Dataset entries
◆ ◆ ◆ ◆ ◆ ◆ ◆

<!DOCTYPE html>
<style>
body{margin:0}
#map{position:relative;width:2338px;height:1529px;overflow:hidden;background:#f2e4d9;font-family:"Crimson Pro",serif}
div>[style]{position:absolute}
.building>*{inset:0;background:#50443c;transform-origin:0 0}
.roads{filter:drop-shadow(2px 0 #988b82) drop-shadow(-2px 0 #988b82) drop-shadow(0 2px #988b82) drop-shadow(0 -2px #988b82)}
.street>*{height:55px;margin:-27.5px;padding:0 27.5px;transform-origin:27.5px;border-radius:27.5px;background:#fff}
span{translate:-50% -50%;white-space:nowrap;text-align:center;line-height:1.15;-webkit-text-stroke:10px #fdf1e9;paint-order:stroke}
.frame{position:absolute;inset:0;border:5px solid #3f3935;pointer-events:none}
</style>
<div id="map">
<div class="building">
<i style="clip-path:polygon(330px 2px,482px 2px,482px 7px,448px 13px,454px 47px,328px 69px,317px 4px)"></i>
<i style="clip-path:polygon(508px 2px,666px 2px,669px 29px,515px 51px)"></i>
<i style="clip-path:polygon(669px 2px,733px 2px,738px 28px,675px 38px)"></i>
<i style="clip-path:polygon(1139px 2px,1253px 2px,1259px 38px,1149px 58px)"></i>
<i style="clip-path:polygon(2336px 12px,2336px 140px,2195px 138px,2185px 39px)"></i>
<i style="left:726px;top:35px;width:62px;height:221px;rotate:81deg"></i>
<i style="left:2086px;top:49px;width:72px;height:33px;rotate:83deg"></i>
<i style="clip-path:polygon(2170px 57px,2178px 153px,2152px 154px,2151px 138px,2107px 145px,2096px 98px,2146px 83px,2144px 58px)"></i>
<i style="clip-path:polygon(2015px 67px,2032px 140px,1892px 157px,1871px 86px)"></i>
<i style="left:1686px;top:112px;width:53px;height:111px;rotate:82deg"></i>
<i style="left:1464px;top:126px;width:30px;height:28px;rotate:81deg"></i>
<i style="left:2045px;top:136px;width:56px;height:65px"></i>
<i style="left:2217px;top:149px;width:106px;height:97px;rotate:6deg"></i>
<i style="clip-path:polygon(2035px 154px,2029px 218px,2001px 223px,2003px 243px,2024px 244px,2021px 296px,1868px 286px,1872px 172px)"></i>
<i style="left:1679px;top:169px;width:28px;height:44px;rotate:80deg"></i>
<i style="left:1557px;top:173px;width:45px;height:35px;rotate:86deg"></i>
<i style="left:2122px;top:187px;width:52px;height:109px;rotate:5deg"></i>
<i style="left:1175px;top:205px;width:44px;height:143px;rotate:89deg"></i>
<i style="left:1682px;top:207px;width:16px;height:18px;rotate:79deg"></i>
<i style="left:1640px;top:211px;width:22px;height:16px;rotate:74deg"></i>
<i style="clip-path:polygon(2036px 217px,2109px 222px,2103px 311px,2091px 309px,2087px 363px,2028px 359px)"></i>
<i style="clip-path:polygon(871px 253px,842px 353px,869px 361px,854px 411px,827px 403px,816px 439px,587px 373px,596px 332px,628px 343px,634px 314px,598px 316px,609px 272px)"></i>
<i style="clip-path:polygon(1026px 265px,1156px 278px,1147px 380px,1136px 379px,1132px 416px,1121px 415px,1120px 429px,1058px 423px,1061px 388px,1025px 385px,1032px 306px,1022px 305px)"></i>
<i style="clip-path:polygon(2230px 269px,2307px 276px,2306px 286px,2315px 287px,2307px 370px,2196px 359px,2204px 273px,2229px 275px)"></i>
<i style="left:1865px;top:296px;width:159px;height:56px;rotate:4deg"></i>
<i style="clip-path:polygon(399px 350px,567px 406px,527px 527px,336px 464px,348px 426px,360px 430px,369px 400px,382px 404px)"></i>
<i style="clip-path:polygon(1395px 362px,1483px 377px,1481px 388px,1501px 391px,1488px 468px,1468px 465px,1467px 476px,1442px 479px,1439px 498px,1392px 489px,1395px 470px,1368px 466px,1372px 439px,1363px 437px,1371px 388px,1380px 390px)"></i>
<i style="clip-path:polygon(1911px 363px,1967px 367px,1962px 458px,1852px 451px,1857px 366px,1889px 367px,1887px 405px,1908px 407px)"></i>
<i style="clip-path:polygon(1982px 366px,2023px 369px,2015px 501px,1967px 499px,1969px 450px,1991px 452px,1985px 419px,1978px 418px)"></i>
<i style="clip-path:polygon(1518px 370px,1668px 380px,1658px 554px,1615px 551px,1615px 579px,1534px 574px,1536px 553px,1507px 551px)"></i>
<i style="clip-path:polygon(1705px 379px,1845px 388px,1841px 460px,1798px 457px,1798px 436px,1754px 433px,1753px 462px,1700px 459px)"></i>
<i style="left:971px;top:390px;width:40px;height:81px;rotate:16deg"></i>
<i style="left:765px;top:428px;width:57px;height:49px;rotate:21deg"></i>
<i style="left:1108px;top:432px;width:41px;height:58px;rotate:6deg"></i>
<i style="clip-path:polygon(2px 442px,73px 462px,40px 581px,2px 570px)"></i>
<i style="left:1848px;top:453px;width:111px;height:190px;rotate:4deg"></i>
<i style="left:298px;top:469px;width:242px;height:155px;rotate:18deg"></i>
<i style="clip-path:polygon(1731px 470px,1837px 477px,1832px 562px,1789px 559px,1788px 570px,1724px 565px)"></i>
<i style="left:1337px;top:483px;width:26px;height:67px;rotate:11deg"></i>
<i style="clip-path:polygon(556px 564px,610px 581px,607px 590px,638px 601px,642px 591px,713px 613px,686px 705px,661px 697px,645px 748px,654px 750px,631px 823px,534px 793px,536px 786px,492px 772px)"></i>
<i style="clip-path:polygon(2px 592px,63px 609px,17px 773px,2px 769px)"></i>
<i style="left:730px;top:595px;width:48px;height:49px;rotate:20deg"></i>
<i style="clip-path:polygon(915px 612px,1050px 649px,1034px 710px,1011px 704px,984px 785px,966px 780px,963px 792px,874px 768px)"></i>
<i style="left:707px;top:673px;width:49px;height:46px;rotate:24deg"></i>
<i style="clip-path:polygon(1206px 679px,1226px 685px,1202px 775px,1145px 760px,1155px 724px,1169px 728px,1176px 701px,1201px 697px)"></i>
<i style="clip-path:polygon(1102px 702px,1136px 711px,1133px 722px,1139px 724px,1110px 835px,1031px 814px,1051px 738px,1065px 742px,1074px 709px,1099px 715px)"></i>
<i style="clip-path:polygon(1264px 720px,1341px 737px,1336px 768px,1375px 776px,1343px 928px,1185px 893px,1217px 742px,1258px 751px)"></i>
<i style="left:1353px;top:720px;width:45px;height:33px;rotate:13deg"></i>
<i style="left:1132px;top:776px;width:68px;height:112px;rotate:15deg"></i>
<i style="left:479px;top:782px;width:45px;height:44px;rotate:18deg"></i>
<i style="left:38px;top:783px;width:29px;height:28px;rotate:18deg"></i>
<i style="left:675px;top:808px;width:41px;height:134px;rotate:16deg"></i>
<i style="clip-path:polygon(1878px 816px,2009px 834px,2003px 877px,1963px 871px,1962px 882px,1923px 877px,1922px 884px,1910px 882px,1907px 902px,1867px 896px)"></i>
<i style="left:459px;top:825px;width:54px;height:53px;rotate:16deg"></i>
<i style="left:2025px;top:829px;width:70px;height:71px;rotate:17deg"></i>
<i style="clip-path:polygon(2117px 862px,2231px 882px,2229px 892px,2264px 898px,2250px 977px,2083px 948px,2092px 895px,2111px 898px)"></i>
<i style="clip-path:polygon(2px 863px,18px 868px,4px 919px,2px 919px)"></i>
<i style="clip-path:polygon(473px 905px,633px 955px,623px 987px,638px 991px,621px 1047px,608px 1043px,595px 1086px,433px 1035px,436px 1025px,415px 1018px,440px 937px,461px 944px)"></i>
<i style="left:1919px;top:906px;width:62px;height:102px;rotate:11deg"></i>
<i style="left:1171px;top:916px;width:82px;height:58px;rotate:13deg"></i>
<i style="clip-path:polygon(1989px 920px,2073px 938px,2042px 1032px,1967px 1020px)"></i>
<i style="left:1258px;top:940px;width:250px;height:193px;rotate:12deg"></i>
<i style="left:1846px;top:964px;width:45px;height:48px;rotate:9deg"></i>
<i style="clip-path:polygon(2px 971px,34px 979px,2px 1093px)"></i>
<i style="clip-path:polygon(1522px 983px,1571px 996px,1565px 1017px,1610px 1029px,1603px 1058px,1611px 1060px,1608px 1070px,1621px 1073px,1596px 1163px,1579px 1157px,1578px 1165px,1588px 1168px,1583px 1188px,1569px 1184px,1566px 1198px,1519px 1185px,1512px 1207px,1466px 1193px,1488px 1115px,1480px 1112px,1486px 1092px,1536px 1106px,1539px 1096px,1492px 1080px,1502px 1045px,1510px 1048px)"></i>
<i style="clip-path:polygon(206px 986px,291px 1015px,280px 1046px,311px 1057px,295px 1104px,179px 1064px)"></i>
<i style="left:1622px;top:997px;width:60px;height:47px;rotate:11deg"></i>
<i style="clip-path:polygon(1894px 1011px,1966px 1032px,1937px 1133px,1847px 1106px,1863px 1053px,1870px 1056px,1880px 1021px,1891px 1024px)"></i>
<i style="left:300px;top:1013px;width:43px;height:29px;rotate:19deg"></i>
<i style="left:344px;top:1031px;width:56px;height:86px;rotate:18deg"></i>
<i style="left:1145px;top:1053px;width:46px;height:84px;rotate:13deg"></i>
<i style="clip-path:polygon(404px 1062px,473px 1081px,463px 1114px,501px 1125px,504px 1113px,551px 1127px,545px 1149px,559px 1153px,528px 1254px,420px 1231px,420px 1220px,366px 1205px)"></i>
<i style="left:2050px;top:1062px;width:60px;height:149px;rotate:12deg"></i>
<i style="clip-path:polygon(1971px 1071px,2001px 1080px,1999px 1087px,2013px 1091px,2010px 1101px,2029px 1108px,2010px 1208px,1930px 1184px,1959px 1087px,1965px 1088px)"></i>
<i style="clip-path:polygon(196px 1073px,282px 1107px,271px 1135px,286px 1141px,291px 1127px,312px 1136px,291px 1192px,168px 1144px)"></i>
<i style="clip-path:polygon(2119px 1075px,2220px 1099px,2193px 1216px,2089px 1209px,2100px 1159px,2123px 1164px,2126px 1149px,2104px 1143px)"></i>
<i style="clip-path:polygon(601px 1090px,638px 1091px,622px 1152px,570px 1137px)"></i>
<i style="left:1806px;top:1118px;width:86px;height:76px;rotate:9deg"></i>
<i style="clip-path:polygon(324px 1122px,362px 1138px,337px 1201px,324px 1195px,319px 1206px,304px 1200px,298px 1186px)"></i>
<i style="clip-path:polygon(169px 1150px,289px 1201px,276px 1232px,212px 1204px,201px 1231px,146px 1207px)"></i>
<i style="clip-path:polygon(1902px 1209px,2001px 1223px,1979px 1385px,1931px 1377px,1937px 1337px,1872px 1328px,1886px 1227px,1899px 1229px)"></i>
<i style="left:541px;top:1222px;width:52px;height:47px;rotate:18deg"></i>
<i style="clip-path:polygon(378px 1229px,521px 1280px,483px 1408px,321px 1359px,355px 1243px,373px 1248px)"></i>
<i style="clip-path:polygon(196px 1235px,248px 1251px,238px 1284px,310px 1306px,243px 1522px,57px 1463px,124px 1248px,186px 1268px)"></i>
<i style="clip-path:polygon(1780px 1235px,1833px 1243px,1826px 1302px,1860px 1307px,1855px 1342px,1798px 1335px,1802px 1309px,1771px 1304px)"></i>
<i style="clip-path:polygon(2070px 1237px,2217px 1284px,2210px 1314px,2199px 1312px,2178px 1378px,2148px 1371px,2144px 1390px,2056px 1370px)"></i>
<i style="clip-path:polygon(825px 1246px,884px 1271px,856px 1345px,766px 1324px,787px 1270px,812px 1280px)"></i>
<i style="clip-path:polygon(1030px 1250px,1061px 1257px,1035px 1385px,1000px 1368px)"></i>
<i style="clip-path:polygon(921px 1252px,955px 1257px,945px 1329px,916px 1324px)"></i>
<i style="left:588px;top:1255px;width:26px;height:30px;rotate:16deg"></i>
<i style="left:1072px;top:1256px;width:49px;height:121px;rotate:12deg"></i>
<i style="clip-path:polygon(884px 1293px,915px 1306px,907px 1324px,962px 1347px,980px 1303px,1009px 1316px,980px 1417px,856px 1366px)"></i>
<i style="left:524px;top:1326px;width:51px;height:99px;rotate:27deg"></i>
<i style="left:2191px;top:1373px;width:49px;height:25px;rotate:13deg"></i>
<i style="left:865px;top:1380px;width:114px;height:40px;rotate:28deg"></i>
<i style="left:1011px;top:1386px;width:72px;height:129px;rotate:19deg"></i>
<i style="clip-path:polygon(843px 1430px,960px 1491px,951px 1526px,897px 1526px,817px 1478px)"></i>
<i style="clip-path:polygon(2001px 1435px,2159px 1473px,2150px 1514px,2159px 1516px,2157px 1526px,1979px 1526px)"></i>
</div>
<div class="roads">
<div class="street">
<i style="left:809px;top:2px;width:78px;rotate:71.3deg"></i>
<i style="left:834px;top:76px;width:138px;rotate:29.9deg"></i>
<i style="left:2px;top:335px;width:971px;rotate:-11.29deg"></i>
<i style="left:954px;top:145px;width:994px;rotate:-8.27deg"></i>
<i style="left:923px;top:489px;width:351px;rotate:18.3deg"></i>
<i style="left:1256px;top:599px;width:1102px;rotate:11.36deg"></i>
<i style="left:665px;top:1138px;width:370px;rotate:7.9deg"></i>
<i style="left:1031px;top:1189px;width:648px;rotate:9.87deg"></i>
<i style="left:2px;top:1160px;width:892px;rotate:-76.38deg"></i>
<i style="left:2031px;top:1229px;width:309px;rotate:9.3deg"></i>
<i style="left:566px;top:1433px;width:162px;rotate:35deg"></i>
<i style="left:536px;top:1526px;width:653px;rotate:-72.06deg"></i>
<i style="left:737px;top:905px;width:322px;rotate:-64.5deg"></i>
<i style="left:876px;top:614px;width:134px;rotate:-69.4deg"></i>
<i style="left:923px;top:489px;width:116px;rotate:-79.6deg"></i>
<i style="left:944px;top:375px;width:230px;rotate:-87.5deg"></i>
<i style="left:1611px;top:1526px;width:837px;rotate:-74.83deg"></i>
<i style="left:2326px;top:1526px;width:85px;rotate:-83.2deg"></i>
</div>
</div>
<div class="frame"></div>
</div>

◆ ◆ ◆ ◆ ◆ ◆ ◆

■ **Description of the task**
What you retype should run from the first line of the entries above through the line containing "0 #988b82) drop-shadow(-2px", exactly and in full.

■ **Answer to this exercise**
<!DOCTYPE html>
<style>
body{margin:0}
#map{position:relative;width:2338px;height:1529px;overflow:hidden;background:#f2e4d9;font-family:"Crimson Pro",serif}
div>[style]{position:absolute}
.building>*{inset:0;background:#50443c;transform-origin:0 0}
.roads{filter:drop-shadow(2px 0 #988b82) drop-shadow(-2px 0 #988b82) drop-shadow(0 2px #988b82) drop-shadow(0 -2px #988b82)}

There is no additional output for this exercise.